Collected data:
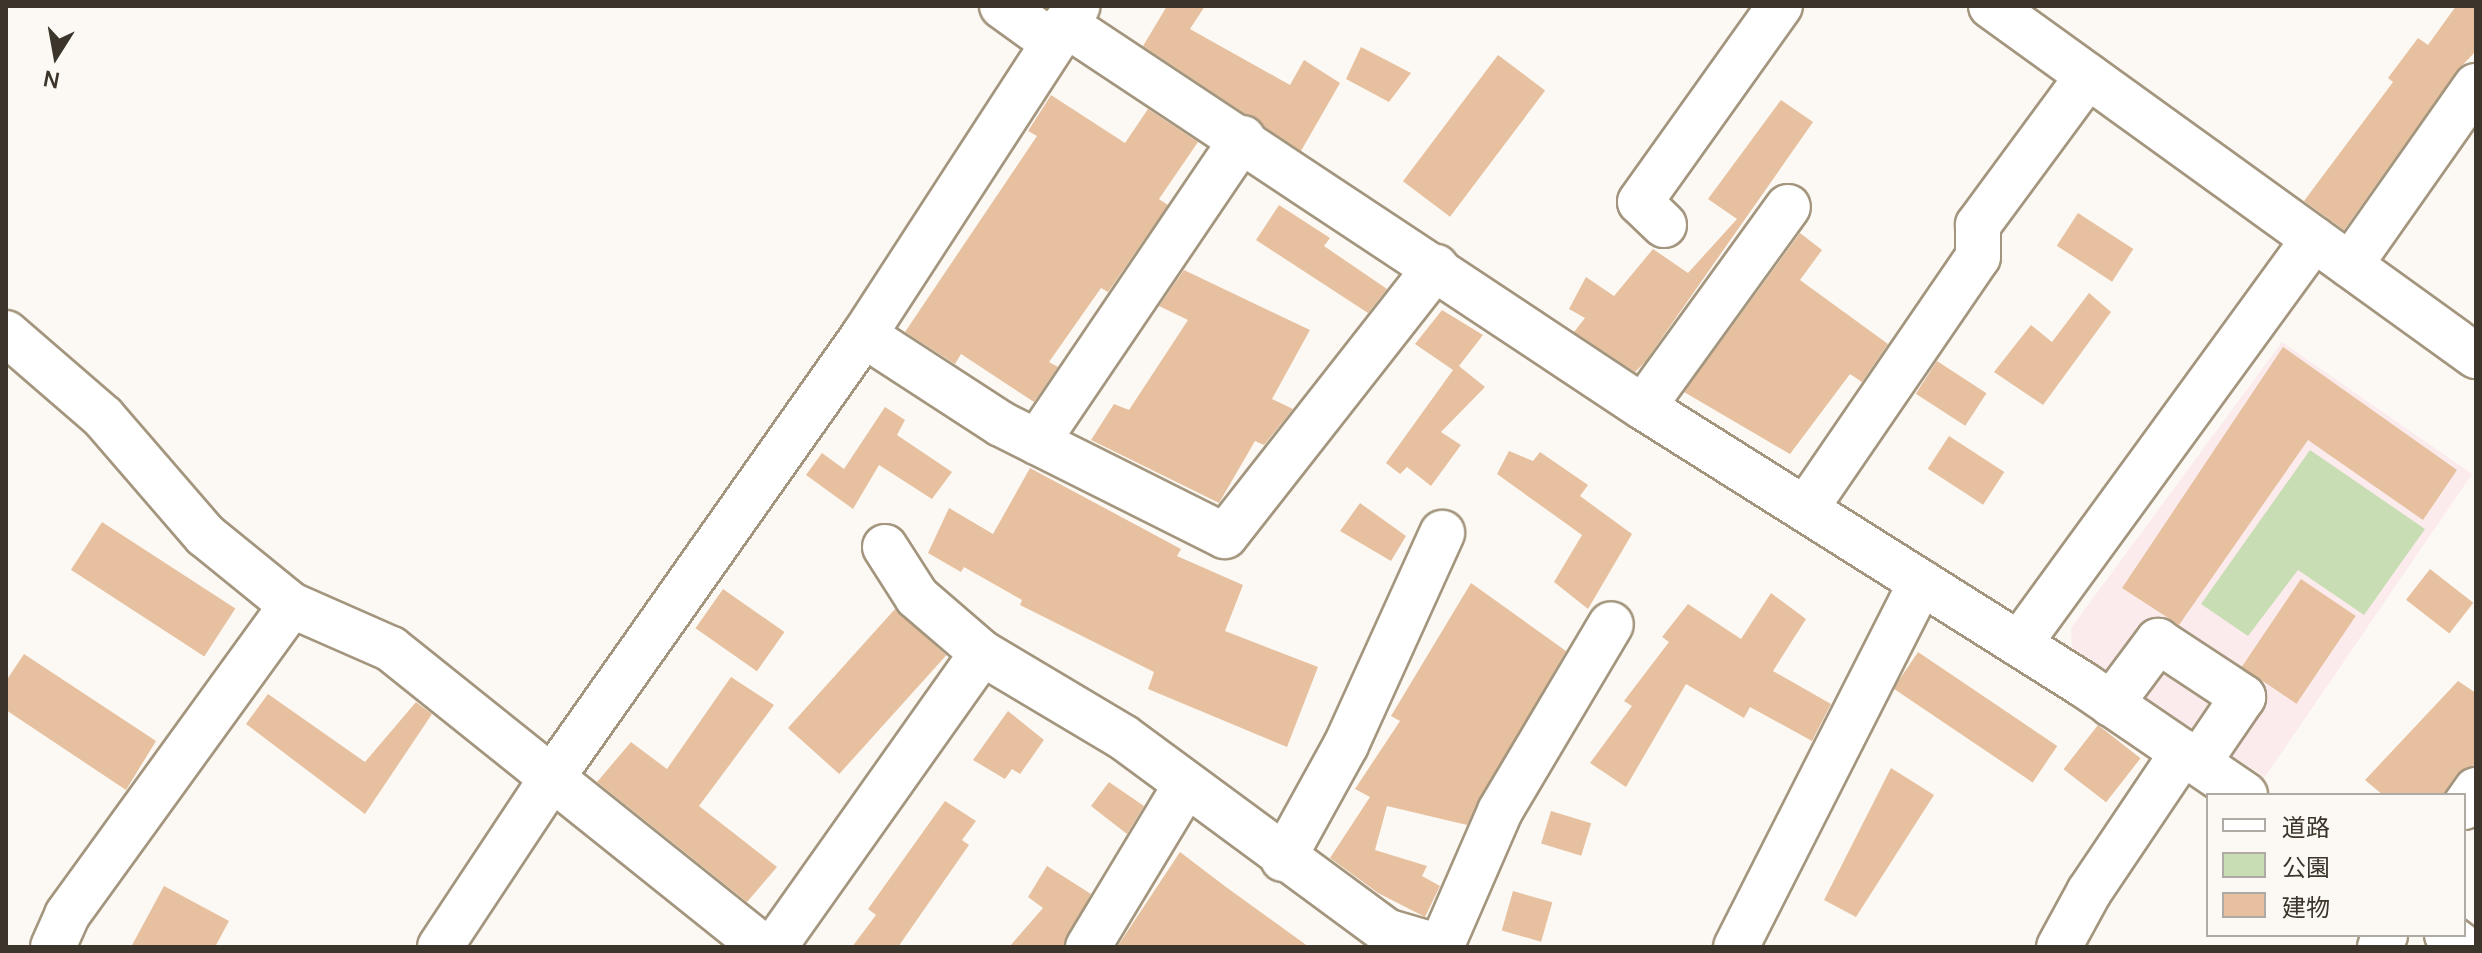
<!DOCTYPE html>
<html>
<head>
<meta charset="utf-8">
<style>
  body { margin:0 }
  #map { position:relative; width:2482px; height:953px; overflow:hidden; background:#fcf9f4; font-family:Manrope,"Noto Sans JP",sans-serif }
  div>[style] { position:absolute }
  .education>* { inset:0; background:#fbebed }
  .green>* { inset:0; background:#c8ddb3 }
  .building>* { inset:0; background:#e7c19f; transform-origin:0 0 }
  .roads { filter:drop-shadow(2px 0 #a4967e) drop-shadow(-2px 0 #a4967e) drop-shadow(0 2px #a4967e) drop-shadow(0 -2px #a4967e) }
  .minor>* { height:44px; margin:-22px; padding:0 22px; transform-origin:22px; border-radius:22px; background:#fff }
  span { translate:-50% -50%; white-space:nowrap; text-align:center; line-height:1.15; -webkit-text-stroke:6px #fcf9f4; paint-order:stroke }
  .frame { position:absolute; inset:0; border:8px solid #3b352b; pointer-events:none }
  .legend { position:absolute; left:2206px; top:793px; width:260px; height:144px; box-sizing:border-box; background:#fcf9f4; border:2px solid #afaba4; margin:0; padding:10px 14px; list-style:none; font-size:24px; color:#3b352b }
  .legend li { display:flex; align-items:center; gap:16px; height:40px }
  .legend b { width:40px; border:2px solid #afaba4 }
  .north { position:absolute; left:16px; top:16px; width:80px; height:80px; -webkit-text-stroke:6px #fcf9f4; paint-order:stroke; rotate:191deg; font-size:22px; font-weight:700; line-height:32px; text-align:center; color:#3b352b }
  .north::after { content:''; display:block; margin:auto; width:28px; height:36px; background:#3b352b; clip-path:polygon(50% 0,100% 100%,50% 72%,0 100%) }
</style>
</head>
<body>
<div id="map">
  <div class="education">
    <div style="clip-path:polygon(2282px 342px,2472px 474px,2265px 777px,2072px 651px,2071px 628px)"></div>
  </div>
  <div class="green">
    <div style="clip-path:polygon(2310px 450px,2425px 529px,2364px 615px,2298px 570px,2248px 636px,2201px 604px)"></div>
  </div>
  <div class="building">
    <div style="clip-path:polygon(1167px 6px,1205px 6px,1190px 29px,1290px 85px,1304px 60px,1340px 83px,1301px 151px,1143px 46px)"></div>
    <div style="clip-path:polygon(2456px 6px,2476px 6px,2476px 51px,2456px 72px,2344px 230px,2304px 201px,2393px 82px,2388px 78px,2418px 38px,2428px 45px)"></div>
    <div style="clip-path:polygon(1361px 47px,1411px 73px,1389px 102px,1346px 79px)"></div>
    <div style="left:1498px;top:55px;width:59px;height:158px;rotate:37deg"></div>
    <div style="clip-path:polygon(1051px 95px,1125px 143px,1148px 109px,1198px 142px,1159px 199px,1168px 205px,1108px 292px,1101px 288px,1049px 362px,1058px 367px,1034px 402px,961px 354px,955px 364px,905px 332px,1037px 136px,1028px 131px)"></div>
    <div style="clip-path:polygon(1781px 100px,1813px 122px,1645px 362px,1635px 372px,1574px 332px,1585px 318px,1569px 309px,1586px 277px,1614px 296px,1653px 249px,1688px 273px,1737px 219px,1708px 199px)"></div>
    <div style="clip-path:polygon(1279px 205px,1330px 238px,1324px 246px,1387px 289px,1368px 313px,1256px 240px)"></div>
    <div style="left:2078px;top:213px;width:66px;height:39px;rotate:33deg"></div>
    <div style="clip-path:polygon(1800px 233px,1822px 250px,1800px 280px,1888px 344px,1862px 382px,1850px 374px,1790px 454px,1684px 392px)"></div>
    <div style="clip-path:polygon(1184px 270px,1310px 330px,1272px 399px,1293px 409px,1264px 445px,1255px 441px,1219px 503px,1091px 440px,1114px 404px,1129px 410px,1188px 320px,1159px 306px)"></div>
    <div style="clip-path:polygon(2089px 293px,2111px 312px,2043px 405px,1994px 372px,2031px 325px,2052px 342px)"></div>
    <div style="clip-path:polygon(1442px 310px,1483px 335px,1459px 366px,1485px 387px,1441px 432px,1461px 445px,1431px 486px,1407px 467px,1400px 474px,1386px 463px,1453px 370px,1415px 344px)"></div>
    <div style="clip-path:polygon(2283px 347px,2457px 470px,2423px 520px,2308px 440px,2179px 625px,2122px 588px)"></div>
    <div style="left:1937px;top:361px;width:59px;height:39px;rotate:33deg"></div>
    <div style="clip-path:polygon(885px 407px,905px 420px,897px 435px,952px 472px,932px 499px,879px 465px,853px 509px,806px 475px,822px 453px,844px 469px)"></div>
    <div style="left:1949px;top:436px;width:66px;height:39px;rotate:33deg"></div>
    <div style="clip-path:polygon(1509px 451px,1533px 461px,1540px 452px,1588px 485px,1580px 496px,1632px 534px,1588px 609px,1554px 582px,1582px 535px,1497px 474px)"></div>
    <div style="clip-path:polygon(1030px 468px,1181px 549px,1177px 556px,1243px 585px,1225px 631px,1318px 667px,1287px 747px,1148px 689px,1154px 672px,1020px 605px,1022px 600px,964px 567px,961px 572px,928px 553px,949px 508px,993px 534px)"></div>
    <div style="clip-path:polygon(1360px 503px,1406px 536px,1391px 561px,1340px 531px)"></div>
    <div style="left:102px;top:522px;width:159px;height:57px;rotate:33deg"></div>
    <div style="left:2430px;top:569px;width:55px;height:39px;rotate:38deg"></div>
    <div style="left:2301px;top:579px;width:66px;height:106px;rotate:34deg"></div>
    <div style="clip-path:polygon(1471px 583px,1566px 651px,1467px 825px,1387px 806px,1375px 850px,1427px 866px,1422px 876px,1440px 886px,1425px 917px,1378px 893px,1330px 858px,1370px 797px,1355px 789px,1400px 721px,1391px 716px)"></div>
    <div style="left:723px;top:589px;width:75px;height:48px;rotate:35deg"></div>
    <div style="clip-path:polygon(1771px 593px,1806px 619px,1773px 671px,1831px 704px,1812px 741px,1750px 707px,1744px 718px,1686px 684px,1626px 787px,1590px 763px,1632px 706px,1624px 701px,1669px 642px,1662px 637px,1688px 604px,1741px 639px)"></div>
    <div style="left:895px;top:609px;width:69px;height:160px;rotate:42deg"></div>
    <div style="left:1918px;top:652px;width:168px;height:44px;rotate:34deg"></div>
    <div style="clip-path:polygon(24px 654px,156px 741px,126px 790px,6px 710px,6px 681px)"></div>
    <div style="clip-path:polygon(731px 677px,774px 705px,699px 806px,777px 867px,747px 902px,597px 782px,631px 742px,667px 769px)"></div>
    <div style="clip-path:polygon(2458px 681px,2476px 693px,2476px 764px,2456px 775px,2443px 795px,2383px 795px,2365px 780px)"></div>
    <div style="clip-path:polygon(268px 694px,365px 762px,416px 702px,432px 714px,365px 814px,246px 724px)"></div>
    <div style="clip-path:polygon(1008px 711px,1044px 740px,1020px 774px,1012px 769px,1005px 779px,973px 760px)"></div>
    <div style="left:2098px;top:725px;width:54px;height:56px;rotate:38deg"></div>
    <div style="clip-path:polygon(1891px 768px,1934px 795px,1856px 917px,1824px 900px)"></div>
    <div style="clip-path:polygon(1109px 782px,1144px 806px,1127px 834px,1091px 806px)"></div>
    <div style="clip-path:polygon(945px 801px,976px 821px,962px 840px,969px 845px,898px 947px,852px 947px,876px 915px,868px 909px)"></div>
    <div style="left:1551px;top:811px;width:42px;height:34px;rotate:17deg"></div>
    <div style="clip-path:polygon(1180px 852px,1226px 887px,1309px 947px,1117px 947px)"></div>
    <div style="clip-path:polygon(1047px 866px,1091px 894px,1063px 947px,1009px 947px,1043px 908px,1028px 897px)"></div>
    <div style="clip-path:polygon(164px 886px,229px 921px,215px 947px,131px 947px)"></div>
    <div style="left:1513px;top:891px;width:41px;height:41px;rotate:16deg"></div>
  </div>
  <div class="roads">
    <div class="minor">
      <div style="left:1002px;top:6px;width:62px;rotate:35.8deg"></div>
      <div style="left:1991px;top:6px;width:598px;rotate:35.82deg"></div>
      <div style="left:1065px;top:24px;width:693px;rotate:33.53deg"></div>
      <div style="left:1643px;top:407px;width:521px;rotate:32.23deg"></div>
      <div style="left:2084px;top:685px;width:195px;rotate:34.3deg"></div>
      <div style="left:1664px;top:225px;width:33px;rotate:-136deg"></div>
      <div style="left:1640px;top:202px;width:241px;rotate:-54.5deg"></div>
      <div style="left:2350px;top:265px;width:219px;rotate:-54.9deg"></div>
      <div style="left:6px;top:333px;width:128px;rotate:40.9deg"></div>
      <div style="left:103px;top:417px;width:156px;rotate:49.2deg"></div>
      <div style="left:205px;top:535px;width:111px;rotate:39.1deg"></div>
      <div style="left:291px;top:605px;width:109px;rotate:23.7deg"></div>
      <div style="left:391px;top:649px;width:477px;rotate:38.7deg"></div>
      <div style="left:864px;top:335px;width:163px;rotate:33deg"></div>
      <div style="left:1001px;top:424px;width:250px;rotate:26.6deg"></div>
      <div style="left:1225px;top:536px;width:342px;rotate:-51.9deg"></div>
      <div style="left:1643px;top:407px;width:247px;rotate:-54.1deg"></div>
      <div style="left:1037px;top:442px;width:367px;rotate:-55.9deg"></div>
      <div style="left:1806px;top:508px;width:304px;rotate:-55.6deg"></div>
      <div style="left:1978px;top:257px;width:32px;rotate:-90deg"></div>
      <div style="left:1978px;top:225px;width:185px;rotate:-53.6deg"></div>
      <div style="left:885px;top:547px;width:59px;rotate:57.4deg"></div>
      <div style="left:917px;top:597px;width:86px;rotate:40.7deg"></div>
      <div style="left:2019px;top:644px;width:501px;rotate:-53.93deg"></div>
      <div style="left:2111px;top:704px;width:79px;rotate:-53.3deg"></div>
      <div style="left:2158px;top:641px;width:102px;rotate:33.4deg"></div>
      <div style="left:2243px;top:697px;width:80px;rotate:124.3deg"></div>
      <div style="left:2464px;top:807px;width:21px;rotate:-55deg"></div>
      <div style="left:1283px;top:859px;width:130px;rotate:-61.1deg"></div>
      <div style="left:1346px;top:745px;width:233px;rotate:-65.6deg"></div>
      <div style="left:2447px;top:935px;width:20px;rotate:37deg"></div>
      <div style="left:53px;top:947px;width:35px;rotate:-66deg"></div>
      <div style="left:67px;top:915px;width:382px;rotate:-54.1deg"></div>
      <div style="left:440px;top:947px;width:201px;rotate:-56.5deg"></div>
      <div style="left:551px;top:779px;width:543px;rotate:-54.82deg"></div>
      <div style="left:864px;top:335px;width:392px;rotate:-57deg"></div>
      <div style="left:774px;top:947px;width:360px;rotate:-54.7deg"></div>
      <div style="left:982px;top:653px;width:164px;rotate:30.8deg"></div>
      <div style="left:1123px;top:737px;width:327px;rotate:36.4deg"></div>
      <div style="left:1386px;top:931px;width:56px;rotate:16.5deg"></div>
      <div style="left:1088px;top:947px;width:188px;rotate:-58.9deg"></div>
      <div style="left:1441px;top:947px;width:148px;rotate:-66.5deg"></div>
      <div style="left:1500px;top:811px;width:217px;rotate:-59.3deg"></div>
      <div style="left:1736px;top:947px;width:409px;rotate:-63.1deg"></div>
      <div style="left:2059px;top:947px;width:63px;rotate:-61.4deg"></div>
      <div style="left:2089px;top:892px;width:169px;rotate:-56.1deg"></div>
      <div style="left:2380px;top:947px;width:13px;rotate:-67deg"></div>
    </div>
  </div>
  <div class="frame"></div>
  <ul class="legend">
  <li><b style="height:10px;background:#fff"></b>道路</li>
  <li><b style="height:22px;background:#c8ddb3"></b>公園</li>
  <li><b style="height:22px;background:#e7c19f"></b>建物</li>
  </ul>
  <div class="north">N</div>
</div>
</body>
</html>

_WORK REQUEST_: Go from the first line of the data above to the line containing "display:flex; align-items:center; gap:16px;" and retype exactly those lines, both included, but none of the pictures.

_RESPONSE TO THE EXERCISE_:
<!DOCTYPE html>
<html>
<head>
<meta charset="utf-8">
<style>
  body { margin:0 }
  #map { position:relative; width:2482px; height:953px; overflow:hidden; background:#fcf9f4; font-family:Manrope,"Noto Sans JP",sans-serif }
  div>[style] { position:absolute }
  .education>* { inset:0; background:#fbebed }
  .green>* { inset:0; background:#c8ddb3 }
  .building>* { inset:0; background:#e7c19f; transform-origin:0 0 }
  .roads { filter:drop-shadow(2px 0 #a4967e) drop-shadow(-2px 0 #a4967e) drop-shadow(0 2px #a4967e) drop-shadow(0 -2px #a4967e) }
  .minor>* { height:44px; margin:-22px; padding:0 22px; transform-origin:22px; border-radius:22px; background:#fff }
  span { translate:-50% -50%; white-space:nowrap; text-align:center; line-height:1.15; -webkit-text-stroke:6px #fcf9f4; paint-order:stroke }
  .frame { position:absolute; inset:0; border:8px solid #3b352b; pointer-events:none }
  .legend { position:absolute; left:2206px; top:793px; width:260px; height:144px; box-sizing:border-box; background:#fcf9f4; border:2px solid #afaba4; margin:0; padding:10px 14px; list-style:none; font-size:24px; color:#3b352b }
  .legend li { display:flex; align-items:center; gap:16px; height:40px }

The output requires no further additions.